Your points are valid. However, as adult cyclists we also have notions of what things are worth. While the Strider is a great idea, there are bikes with MUCH better components out there for about the same money.

For example, a Kinderbike retails for $79 and has aluminum wheels, real tires, aluminum stem, angle-adjustable 4-point saddle, brake, ball-bearing headset, quick seat release, and handgrips that don't tear and expose the sharp bar ends on the first fall. These parts must cost quite a bit more than Strider parts, yet the Kinderbike normally sells for less. After buying both, there is no comparison as to which one is built better. Not even close.

Unfortunately, the Kinderbike is too big for most two-year olds. But it's more in line with the quality I expect at that price and what I would prefer regardless of the points you made. Striders are what I would expect to see at Wal-Mart. Kinderbike, HotWalk, etc is what I expect to see at my local bike shop.
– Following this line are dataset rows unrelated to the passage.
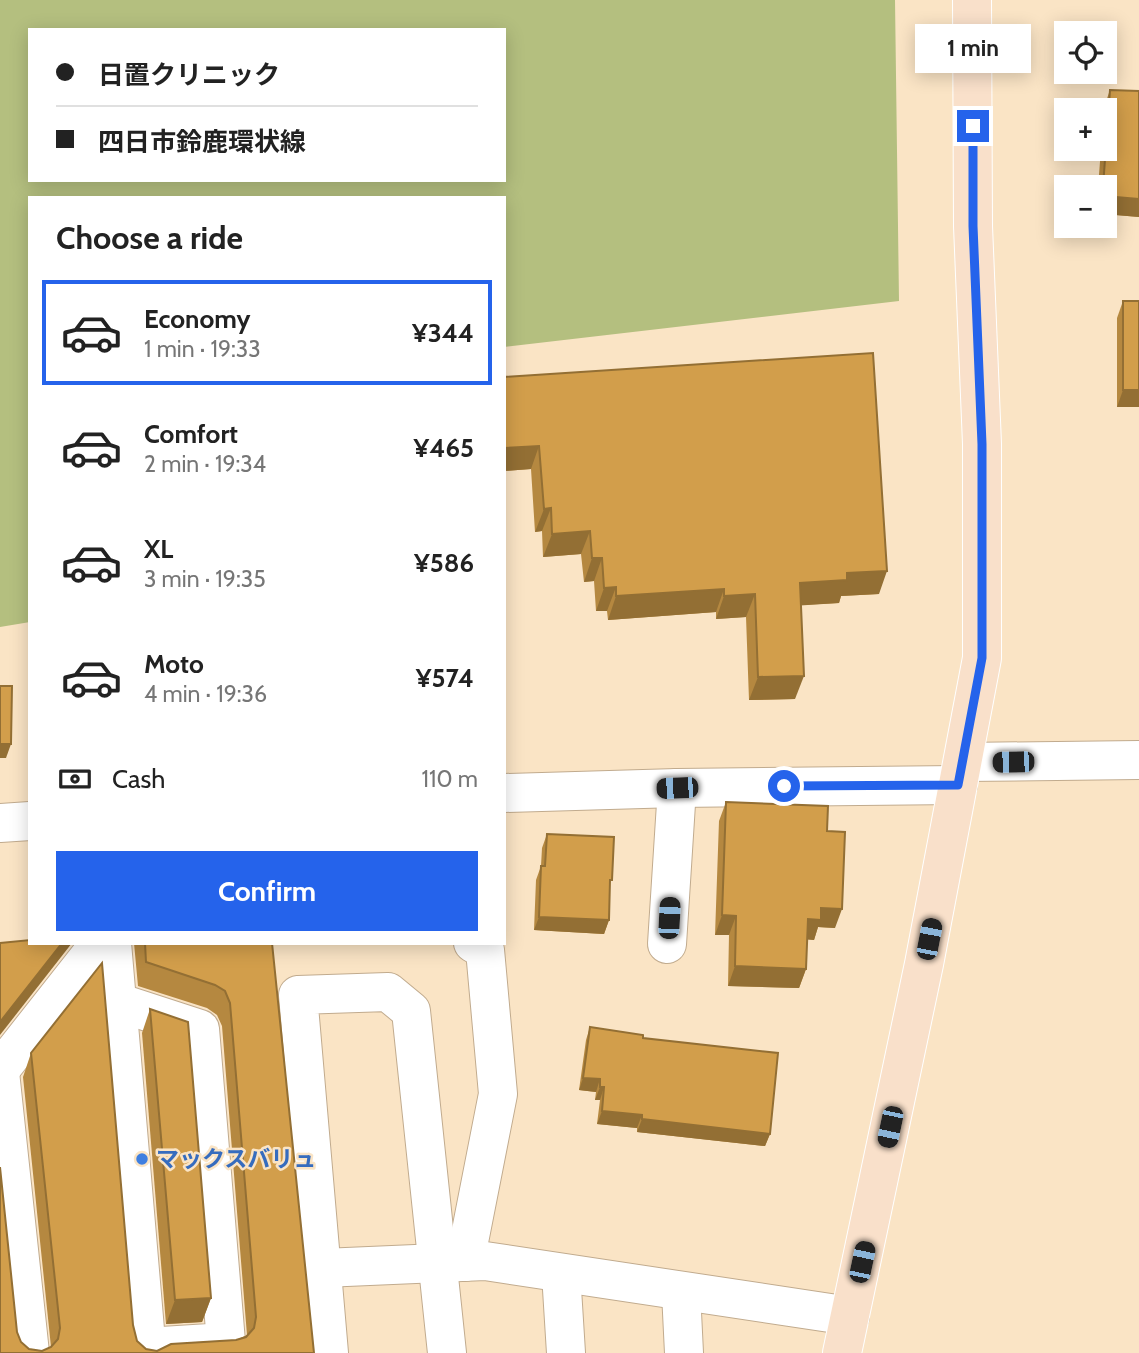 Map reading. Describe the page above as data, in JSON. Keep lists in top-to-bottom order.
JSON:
{
  "places": ["マックスバリュ"],
  "page": {
    "map_buttons": ["+", "−"],
    "bubble": "1 min",
    "banner": ["日置クリニック", "四日市鈴鹿環状線"],
    "heading": "Choose a ride",
    "list": [
      {
        "name": "Economy",
        "note": "1 min · 19:33",
        "value": "¥344"
      },
      {
        "name": "Comfort",
        "note": "2 min · 19:34",
        "value": "¥465"
      },
      {
        "name": "XL",
        "note": "3 min · 19:35",
        "value": "¥586"
      },
      {
        "name": "Moto",
        "note": "4 min · 19:36",
        "value": "¥574"
      }
    ],
    "pay": ["Cash", "110 m"],
    "buttons": "Confirm"
  }
} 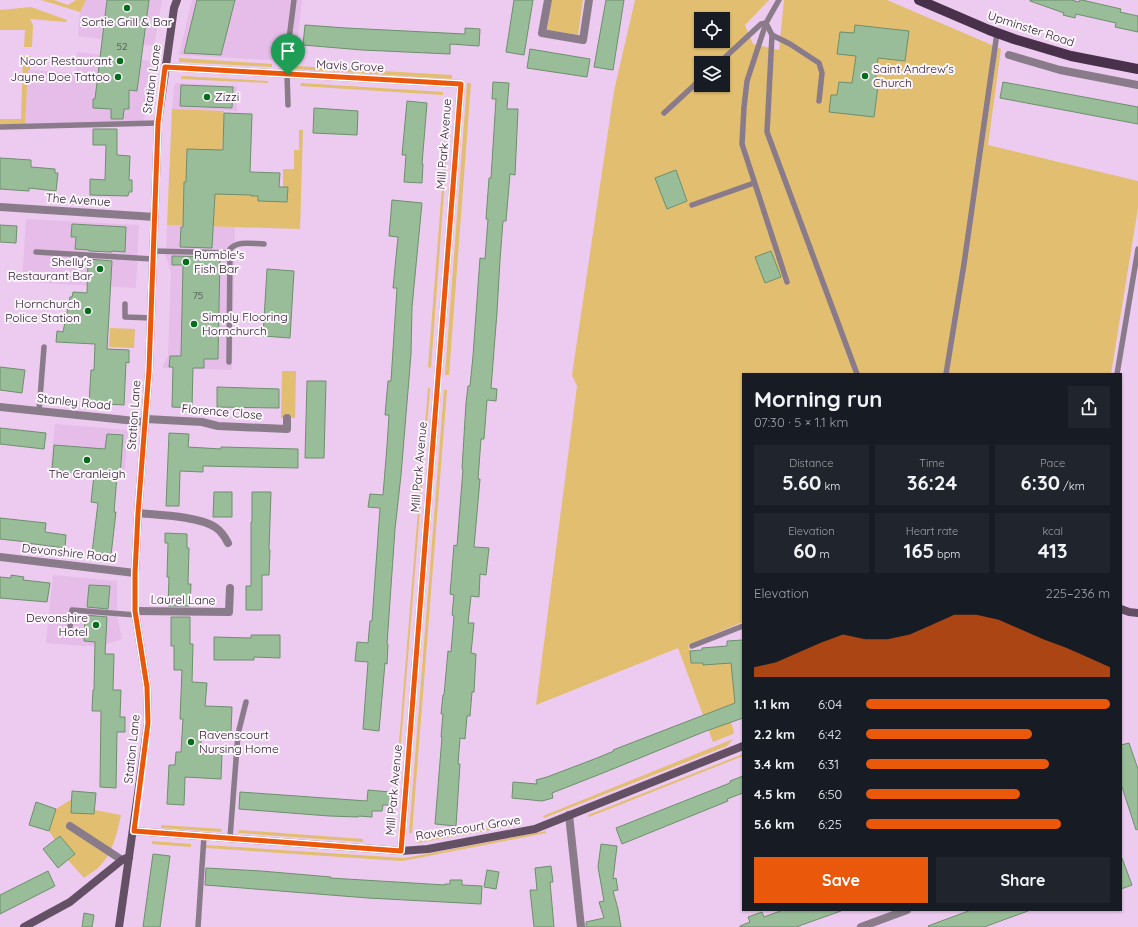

I'm sure a Strider will work just fine for those of us who know how to install handgrips, saddles, etc. I hope so anyway, because the Strider is the only bike that will fit my son now and grow with him as long as I can forsee him using it. But there is a lot of room for improvement. A brake should be standard at this price, as should a quick seat release, metal headset, and better grips. The tires are debatable I guess but most folks here know how to fix a flat.

I would only recommend a Strider if you want to start your kid riding as early as possible. Granted, most of us here probably do.


----------